The Way Home
So I never wrote a final article for our summer trip, mostly
because of all the excitement of getting home, and preparing for a new semester
of college. However, another part of it has really been that I just didn’t know
what to say. There was so much that happened, in so short a time, that I’m still
processing the experiences. I think that the biggest thing I have gotten from
all of this is a real purpose of what I want to do with my life. All the
photographs I have taken, all the people I have met, and all the wonders I have
seen are pushing me to a greater mission. That generic question every kid is
asked when they get to college; Who do you want to be? What do you want to do?
To capture these things, to write about the stuff out of the reach of most
people, to capture the images and to tell the stories of the human experience,
that’s what I want to do with my life.
I got the chance
to meet my great uncle, though I didn’t get enough time with him as I would
have liked. I guess that’s the kind of thing with which you never do. Even in
that there is so much to say that I can’t even begin to write it all. He is an
outdoorsman, to put it more than lightly. He truly experiences the world like
few others, and much like I would want to. He makes his own kayaks to float
rivers with, and brings a role of duck tape to fix the faux hide boats,
whenever damaged on a float. He hunts with a bow, and hikes miles and days. He
crafts almost everything he uses, from his knives and hiking stoves, to the
tents he sleeps in, whenever he decides to use a tent. He was a dentist, who
decided to spend his life outdoors, and took patients at his home, and only
about three days a week, so that he could do what he truly loved.

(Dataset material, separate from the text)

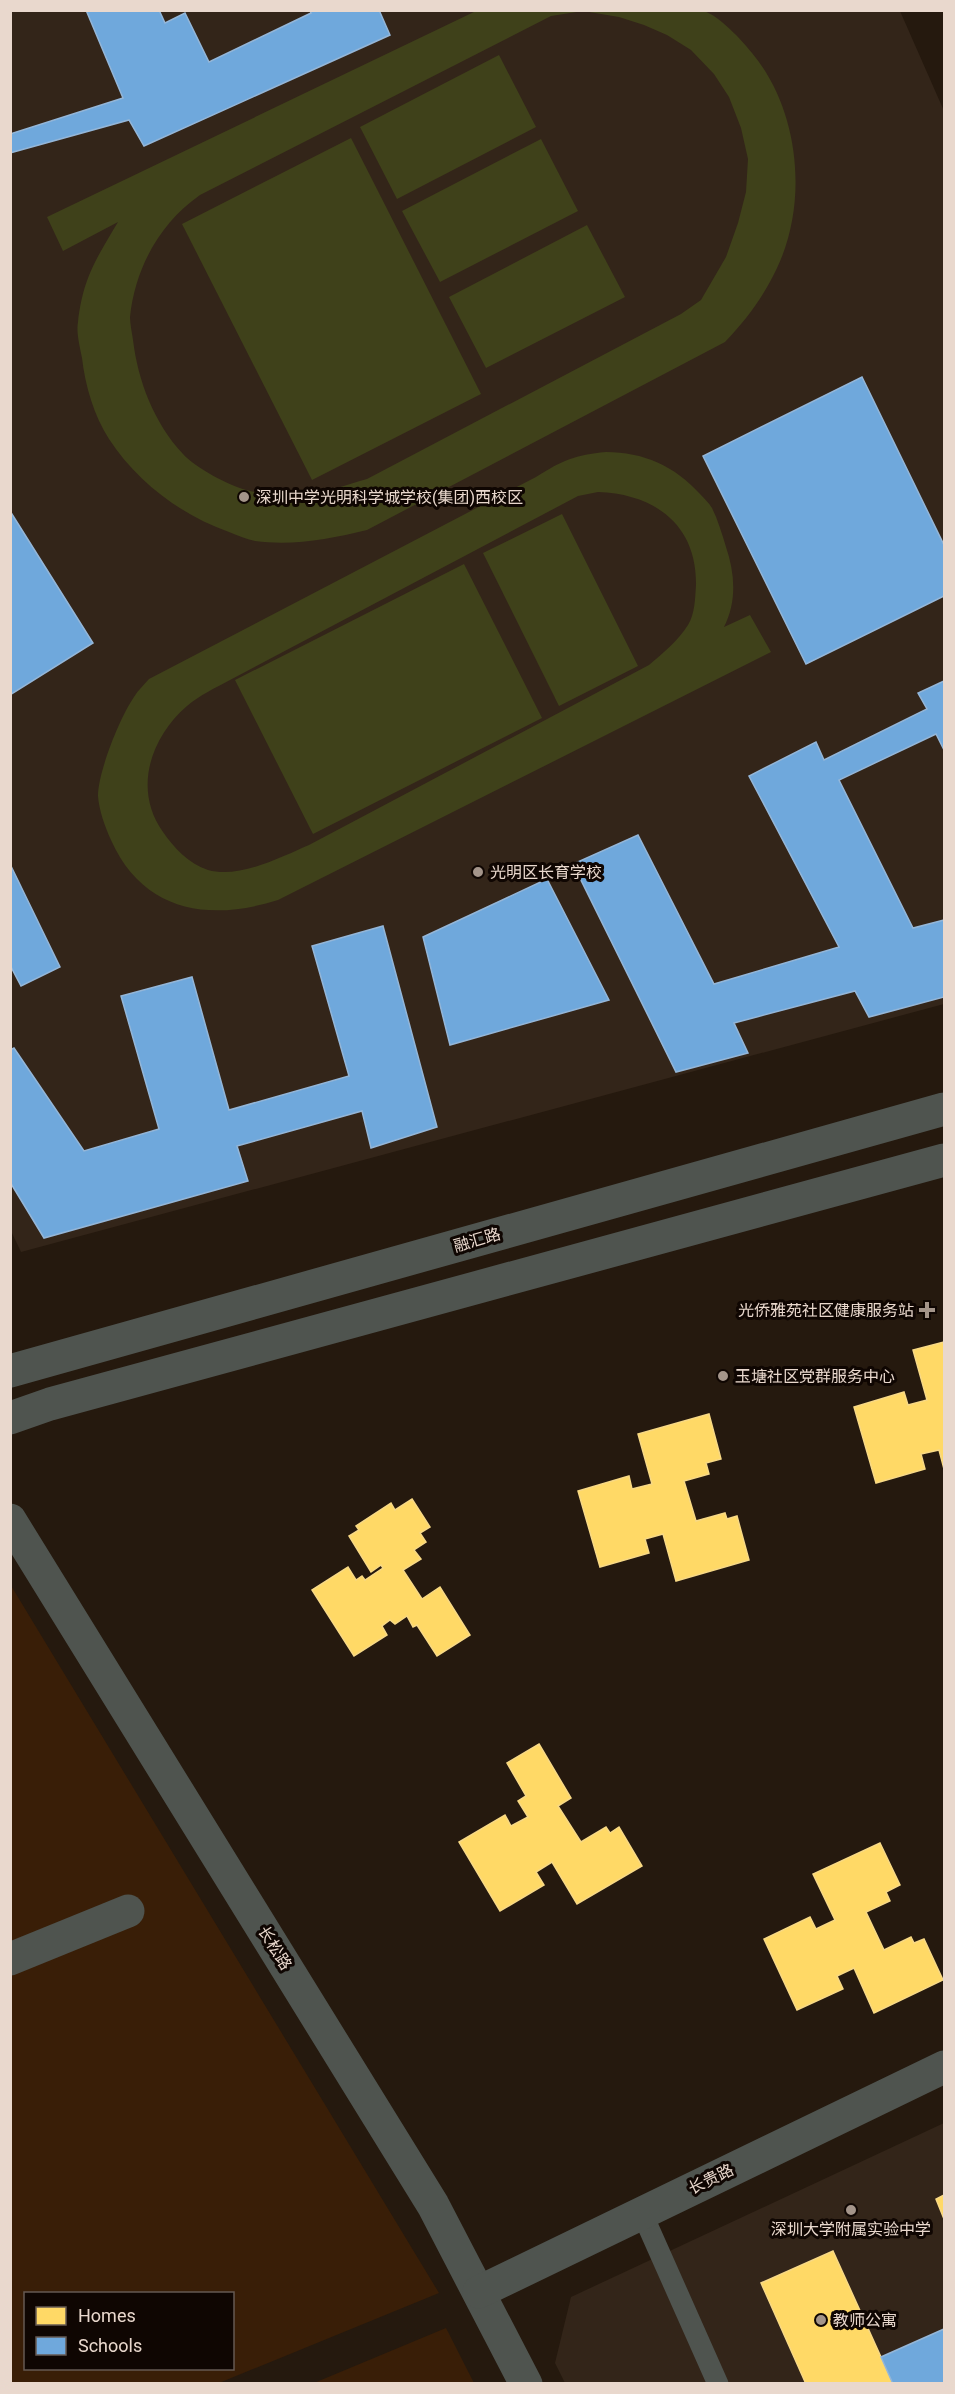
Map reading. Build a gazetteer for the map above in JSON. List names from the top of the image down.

He was, and
is more than we all deserve. He, his sister, and my grandfather. They were all
giants in their own ways, with crippling wisdom, and unheard-of heart. I had
the pleasure, now, of meeting all three. A stroke of luck.
I spent more time
with my father, in one sitting, than I can remember ever before, during this
trip. I got the privilege of knowing him, and he me and my brother, in all our
worst and best. I wouldn’t trade it for the world. To really know your parents
is a gift rarely appreciated, or understood. For those of us who spend much of
our time with one or both parents, we find a piece of ourselves that we may not
notice, or look past, for better or worse. That is only something we can gleam
from time spent, however, should you make a trip like this, close to one
another. There you will see the side that cannot escape into its room, or away
into the den. The side of better good, and worse bad, that is always hidden
from those you love, that when cramped has nowhere else to go. That’s the side
you will meet and that’s the side that you find love in. No matter the bad or
good it is.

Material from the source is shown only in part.